Por fin, y sin levantar la cabeza, Charlie dijo:
- Gracias, Joseph. Muchísimas gracias. Si me prestas un instante esa linda pistola que tenemos a medias, saldré del cuarto y me pegaré un tiro.
Kurtz rió a grandes carcajadas, pero parecía ser el único que experimentaba alegría en aquel cuarto. Dijo:
- Vamos, vamos, querida Charlie, no eres justa para con nuestro amigo Joseph. Todo fue labor de una comisión. Fueron muchos los que trabajaron en estas cartas,
Kurtz tenía que formular una última petición: Se trata de los sobres que contienen tus cartas, querida. Si, Kurtz los tenía allí. Todavía no estaban franqueados y no llevaban matasellos como es natural, y asimismo Kurtz aún no había metido las cartas en los sobres, con el fin de que Michel cumpliera con el requisito puramente formal de abrir los sobres. Dijo que se trataba de una cuestión de huellas dactilares. Primero las tuyas, querida, después las de los funcionarios de correos, y, por fin las de Michel. Pero tampoco había que olvidar el detalle de la saliva. Si, el sobre y los sellos debían ser pegados con la saliva de la propia Charlie, cuya saliva, sometida a análisis, revelaría su grupo sanguíneo, no fuera que algún ser astuto tuviera la idea de pedir comprobaciones al respecto, ya que no debemos olvidar que entre los enemigos hay gente astutísima, cual tu excelente, excelentísimo, trabajo nos reveló, o mejor dicho, nos confirmó, anoche.
Charlie recordó el largo y paternal abrazo que Kurtz le dio, ya que en el momento en que se lo dio pareció tan inevitable y necesario como la propia paternidad. Sin embargo, Charlie no guardó el más leve recuerdo de la despedida de Joseph, la última de toda una serie de despedidas, no, no recordó el modo en que se despidieron, ni el lugar en que lo hicieron. Recordó la sesión de información. Recordó el regreso a Salzburgo, que hizo en la parte trasera de la camioneta de Dimitri, en un trayecto de hora y media, y sin hablar a partir del anochecer.

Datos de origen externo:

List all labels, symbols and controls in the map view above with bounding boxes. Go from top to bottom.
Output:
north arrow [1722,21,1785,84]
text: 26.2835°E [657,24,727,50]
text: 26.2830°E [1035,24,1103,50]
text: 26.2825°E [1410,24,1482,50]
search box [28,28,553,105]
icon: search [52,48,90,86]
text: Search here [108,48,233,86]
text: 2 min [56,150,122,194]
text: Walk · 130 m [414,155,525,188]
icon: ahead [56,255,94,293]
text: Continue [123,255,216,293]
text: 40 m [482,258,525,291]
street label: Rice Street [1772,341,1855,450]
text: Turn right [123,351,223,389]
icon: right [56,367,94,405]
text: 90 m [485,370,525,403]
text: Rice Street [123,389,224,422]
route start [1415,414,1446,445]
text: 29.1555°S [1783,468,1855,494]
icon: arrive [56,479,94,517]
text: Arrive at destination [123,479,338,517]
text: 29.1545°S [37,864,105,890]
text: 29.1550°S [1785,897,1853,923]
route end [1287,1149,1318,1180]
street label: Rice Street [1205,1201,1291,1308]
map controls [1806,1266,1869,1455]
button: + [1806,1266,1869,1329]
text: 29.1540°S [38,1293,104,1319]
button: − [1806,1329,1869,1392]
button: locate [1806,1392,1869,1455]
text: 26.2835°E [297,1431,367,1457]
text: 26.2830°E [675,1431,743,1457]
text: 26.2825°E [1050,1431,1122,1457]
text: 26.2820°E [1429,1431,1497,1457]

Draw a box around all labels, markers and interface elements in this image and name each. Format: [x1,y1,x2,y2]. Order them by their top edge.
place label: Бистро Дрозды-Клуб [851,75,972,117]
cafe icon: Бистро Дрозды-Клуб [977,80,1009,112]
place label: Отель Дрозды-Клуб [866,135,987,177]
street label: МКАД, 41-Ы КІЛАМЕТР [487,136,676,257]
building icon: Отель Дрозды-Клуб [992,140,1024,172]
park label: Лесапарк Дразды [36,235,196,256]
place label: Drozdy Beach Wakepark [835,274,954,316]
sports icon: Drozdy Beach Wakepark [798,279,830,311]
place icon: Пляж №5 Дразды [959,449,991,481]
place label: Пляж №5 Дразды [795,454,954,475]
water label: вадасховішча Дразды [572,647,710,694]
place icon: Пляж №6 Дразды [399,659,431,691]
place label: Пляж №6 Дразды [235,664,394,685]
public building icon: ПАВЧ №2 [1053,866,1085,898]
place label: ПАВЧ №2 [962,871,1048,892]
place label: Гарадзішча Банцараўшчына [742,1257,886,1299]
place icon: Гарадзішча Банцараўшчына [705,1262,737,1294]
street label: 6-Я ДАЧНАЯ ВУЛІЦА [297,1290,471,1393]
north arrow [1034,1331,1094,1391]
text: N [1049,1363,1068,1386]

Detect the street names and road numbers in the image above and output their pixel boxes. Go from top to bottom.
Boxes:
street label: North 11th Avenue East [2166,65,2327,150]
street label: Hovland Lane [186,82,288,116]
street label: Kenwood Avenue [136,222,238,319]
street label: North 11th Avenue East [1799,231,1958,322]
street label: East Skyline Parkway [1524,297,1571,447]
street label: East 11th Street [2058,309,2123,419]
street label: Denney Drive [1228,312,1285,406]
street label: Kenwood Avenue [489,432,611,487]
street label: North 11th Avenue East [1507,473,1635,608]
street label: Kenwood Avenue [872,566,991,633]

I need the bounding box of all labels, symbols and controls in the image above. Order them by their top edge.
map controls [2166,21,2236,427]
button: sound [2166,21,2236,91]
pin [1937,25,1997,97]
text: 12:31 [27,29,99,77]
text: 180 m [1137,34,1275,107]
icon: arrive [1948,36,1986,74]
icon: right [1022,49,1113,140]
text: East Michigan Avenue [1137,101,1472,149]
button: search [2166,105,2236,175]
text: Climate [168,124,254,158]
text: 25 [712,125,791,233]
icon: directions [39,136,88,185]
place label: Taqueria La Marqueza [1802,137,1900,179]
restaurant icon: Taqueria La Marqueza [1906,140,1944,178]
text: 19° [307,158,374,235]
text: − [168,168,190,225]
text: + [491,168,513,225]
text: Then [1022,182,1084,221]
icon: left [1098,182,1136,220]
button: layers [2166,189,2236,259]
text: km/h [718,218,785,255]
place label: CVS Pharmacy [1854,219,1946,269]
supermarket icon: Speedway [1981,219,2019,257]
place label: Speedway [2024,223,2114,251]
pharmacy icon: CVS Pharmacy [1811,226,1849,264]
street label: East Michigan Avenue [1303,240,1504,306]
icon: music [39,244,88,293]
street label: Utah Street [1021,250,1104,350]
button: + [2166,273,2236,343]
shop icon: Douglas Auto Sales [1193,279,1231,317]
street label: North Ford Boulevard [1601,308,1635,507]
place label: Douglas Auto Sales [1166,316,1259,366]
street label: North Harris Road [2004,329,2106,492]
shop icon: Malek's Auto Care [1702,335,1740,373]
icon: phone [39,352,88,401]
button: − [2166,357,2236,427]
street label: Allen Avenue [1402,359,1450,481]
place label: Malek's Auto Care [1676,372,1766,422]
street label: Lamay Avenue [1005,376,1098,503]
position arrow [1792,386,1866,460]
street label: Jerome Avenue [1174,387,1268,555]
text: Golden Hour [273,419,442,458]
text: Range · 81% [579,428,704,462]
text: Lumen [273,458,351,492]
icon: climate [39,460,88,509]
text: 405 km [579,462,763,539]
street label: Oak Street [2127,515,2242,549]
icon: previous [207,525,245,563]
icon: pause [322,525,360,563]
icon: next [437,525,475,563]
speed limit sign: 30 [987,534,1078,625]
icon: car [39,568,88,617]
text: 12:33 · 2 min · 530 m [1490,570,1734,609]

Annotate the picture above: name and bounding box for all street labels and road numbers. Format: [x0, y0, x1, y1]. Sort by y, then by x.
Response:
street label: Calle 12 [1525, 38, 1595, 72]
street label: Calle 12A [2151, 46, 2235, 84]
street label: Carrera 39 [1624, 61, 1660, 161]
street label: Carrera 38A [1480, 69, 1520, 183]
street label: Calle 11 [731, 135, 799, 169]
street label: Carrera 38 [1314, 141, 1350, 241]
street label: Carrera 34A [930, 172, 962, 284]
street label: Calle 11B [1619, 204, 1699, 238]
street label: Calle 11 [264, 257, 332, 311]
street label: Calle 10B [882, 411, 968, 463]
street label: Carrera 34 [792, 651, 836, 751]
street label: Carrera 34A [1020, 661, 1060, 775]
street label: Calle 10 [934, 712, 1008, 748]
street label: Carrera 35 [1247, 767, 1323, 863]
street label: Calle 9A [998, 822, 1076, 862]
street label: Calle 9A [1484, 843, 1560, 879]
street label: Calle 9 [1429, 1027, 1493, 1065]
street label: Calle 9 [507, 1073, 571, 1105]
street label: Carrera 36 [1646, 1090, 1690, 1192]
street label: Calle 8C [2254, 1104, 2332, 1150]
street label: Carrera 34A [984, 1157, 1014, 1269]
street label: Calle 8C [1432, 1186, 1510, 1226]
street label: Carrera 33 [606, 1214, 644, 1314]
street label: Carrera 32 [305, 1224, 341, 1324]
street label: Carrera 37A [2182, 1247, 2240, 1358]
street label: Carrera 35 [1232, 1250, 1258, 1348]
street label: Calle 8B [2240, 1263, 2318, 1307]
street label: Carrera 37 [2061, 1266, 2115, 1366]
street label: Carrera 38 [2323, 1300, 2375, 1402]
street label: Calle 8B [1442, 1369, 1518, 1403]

De la misma manera, recordó su aterrizaje en Londres, más sola de lo que jamás había estado en toda su vida, y recordó el olor de la tristeza londinense que la recibió incluso cuando aún se hallaba en la pista de aterrizaje, aportándole de nuevo a la mente qué fue aquello que la encaminó hacia la adopción de medidas radicales: la maligna negligencia de las autoridades y la acosada desesperación de los vencidos. Había huelga de celo de maleteros y una huelga de ferrocarriles. El lavabo de mujeres parecía una cárcel. Como de costumbre, el aburrido funcionario de aduanas la detuvo y la interrogó. Con la diferencia de que en esta ocasión Charlie dudó si acaso aquel individuo tenía otra razón para interrogarla, además de la de charlar con ella.
Volver a casa es como ir al extranjero, pensó Charlie mientras se ponía en la resignada cola que formaban los que iban a tomar el autobús. Bueno, lo mejor sería mandarlo todo al cuerno, y comenzar de nuevo.